4 them about pretrial publicity and whether he believes stuff in the newspapers and what he sees on TV, or if he wants to wait and hear it in court. That’s the best place to get the facts directly from the witnesses who know about them. And he made the comment about it all being very choreographed. And then he was the focus of [defense counsel’s] question. [Defense counsel] went to him on a number of things, and I saw him truthfully as a strong defense juror because of the choreographed statement. And being we are the ones that is going to be presenting witnesses, that caused me some concern.

The district court stated its belief that the State had provided race-neutral explanations

for striking prospective jurors 16, 22, 23, 26, and 32. However, the court later inquired about the

State’s reason for striking prospective juror 20, the CNA. The district court asked the prosecutor if

he had struck any other CNAs, specifically any “white ones.” The prosecutor explained,

[Prosecutor]: No, Judge. There was no one else. And I always go through looking for CNAs and prison guards, but there were no other folks who reported being CNAs.

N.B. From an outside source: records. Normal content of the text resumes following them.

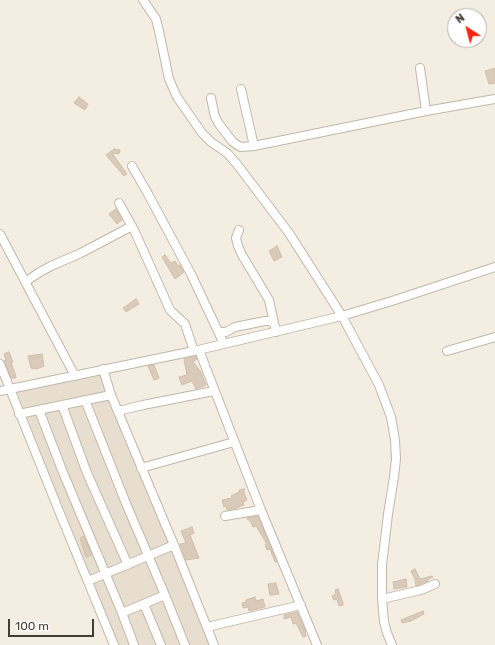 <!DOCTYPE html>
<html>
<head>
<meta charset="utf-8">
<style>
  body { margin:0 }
  #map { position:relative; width:495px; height:645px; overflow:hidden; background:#f3ede2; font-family:Rubik,sans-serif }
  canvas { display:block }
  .north { position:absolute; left:447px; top:8px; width:40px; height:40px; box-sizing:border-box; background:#fff; border:1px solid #b5b1ad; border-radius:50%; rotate:324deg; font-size:11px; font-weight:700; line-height:16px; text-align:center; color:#453c32 }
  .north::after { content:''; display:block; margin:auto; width:14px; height:18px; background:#ff210d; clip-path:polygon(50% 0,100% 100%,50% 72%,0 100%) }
  .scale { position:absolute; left:8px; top:619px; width:86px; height:18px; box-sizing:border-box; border:2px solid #453c32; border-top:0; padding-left:5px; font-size:12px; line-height:14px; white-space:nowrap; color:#453c32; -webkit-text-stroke:3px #fff; paint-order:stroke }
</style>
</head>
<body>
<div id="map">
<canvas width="495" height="645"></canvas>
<div class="north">N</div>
<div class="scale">100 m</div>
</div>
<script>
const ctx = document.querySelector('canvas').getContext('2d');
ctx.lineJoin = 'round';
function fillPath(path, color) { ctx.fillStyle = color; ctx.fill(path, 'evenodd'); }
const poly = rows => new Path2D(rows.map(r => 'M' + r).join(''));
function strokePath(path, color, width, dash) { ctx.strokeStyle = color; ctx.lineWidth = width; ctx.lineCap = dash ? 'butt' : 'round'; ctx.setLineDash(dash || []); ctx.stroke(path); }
fillPath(poly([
  [100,371,216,645,116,645,15,389]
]), '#e8decf');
const building = poly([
  [495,68,495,83,489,84,485,71,495,68],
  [79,97,88,104,85,110,74,103,79,97],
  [114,149,120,150,119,154,112,153,127,174,124,176,106,155,114,149],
  [116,209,122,220,117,224,109,214,116,209],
  [277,246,282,257,274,261,269,251,277,246],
  [165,255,171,263,175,261,178,266,180,265,184,272,175,279,162,257,165,255],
  [136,299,139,304,126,312,123,308,136,299],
  [9,352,13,362,11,363,15,373,16,378,11,378,4,361,6,360,4,354,9,352],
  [42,354,44,366,37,369,31,368,28,356,42,354],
  [196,356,197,359,193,362,201,372,206,385,196,389,192,381,182,385,179,377,187,375,184,359,196,356],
  [154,365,159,378,154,380,148,366,154,365],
  [244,489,244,493,247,500,243,502,244,505,236,508,227,510,226,506,224,507,222,500,232,498,231,496,239,492,239,490,244,489],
  [258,516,277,562,275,562,270,549,267,550,265,544,267,544,256,526,253,527,250,520,248,520,247,518,258,516],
  [192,527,194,533,190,535,199,558,186,560,180,544,186,543,181,531,192,527],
  [84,536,92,555,86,557,80,538,84,536],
  [415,569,420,579,432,576,433,577,427,580,428,581,416,586,415,579,411,571,415,569],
  [406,579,407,587,394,589,393,582,406,579],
  [276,583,279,594,270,595,268,584,276,583],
  [338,589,343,603,343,605,339,606,337,599,334,600,332,596,336,594,335,590,338,589],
  [255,597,256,601,263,599,265,607,249,611,248,607,243,608,242,603,246,602,246,600,255,597],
  [423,611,424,614,411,621,402,623,401,620,423,611],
  [297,612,306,632,305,633,306,636,303,637,296,623,293,624,291,617,284,619,284,615,297,612]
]);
fillPath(building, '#d9cab9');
strokePath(building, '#d1bfa9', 1);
const minor = poly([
  [143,0,156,19,159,31,169,79,177,97,202,133,211,142,227,153,236,163,289,233,342,316,379,385,391,417,395,440,396,459,394,477,388,514,382,565,382,599,384,622,387,633,392,645],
  [420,68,426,111],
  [241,89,254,146],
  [211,98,215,117,219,124,232,141,237,145,241,147,254,146,426,111,495,99],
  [132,166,148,194,191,274,224,344],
  [119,203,135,232,170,310,185,324,194,351],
  [239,230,236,238,238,246,242,255,269,300,276,332],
  [0,234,75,376],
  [25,282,40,272,51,266,81,253,132,226],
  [219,332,226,332,235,327,265,321,269,321,274,323],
  [199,350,261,510,317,645],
  [447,351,495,337],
  [0,364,61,516,114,645],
  [103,369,111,395,174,545,214,645],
  [0,391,194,351,342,316,395,300,495,267],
  [85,400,125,501,165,595,185,645],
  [62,405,87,473,128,565],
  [39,410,62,470,122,613,134,645],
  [118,411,143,405,214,391],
  [19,414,111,395],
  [141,468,234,442],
  [225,516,261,510],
  [88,581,174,545],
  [382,599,421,590,435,584],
  [144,604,161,645],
  [122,613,165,595],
  [207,627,301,605]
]);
strokePath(minor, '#c2b7a7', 10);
strokePath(minor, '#fff', 8);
</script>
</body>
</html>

We do have other medical people, but they went on to get their nursing license and degree. And that’s the reason I focused in on this CNA. And, Judge, you can even ask Judge Trudo, if you want to; but she is very familiar with the fact that I strike all CNAs regardless of gender or anything else.

[The court]: Well, that’s—I don’t know. Have you got any cases that—Anybody have any cases on that issue that they could cite me to?

[Defense]: Your Honor, I based my Batson challenge based on the fact that it was 60% of the strikes, more than half of the peremptories used, and that merely shifts the burden. It’s the State’s burden to prove to the Court race neutral conditions.

[The court]: . . . . Well, I think you got a race neutral explanation on everything except No. 20, and I’m just confused about that.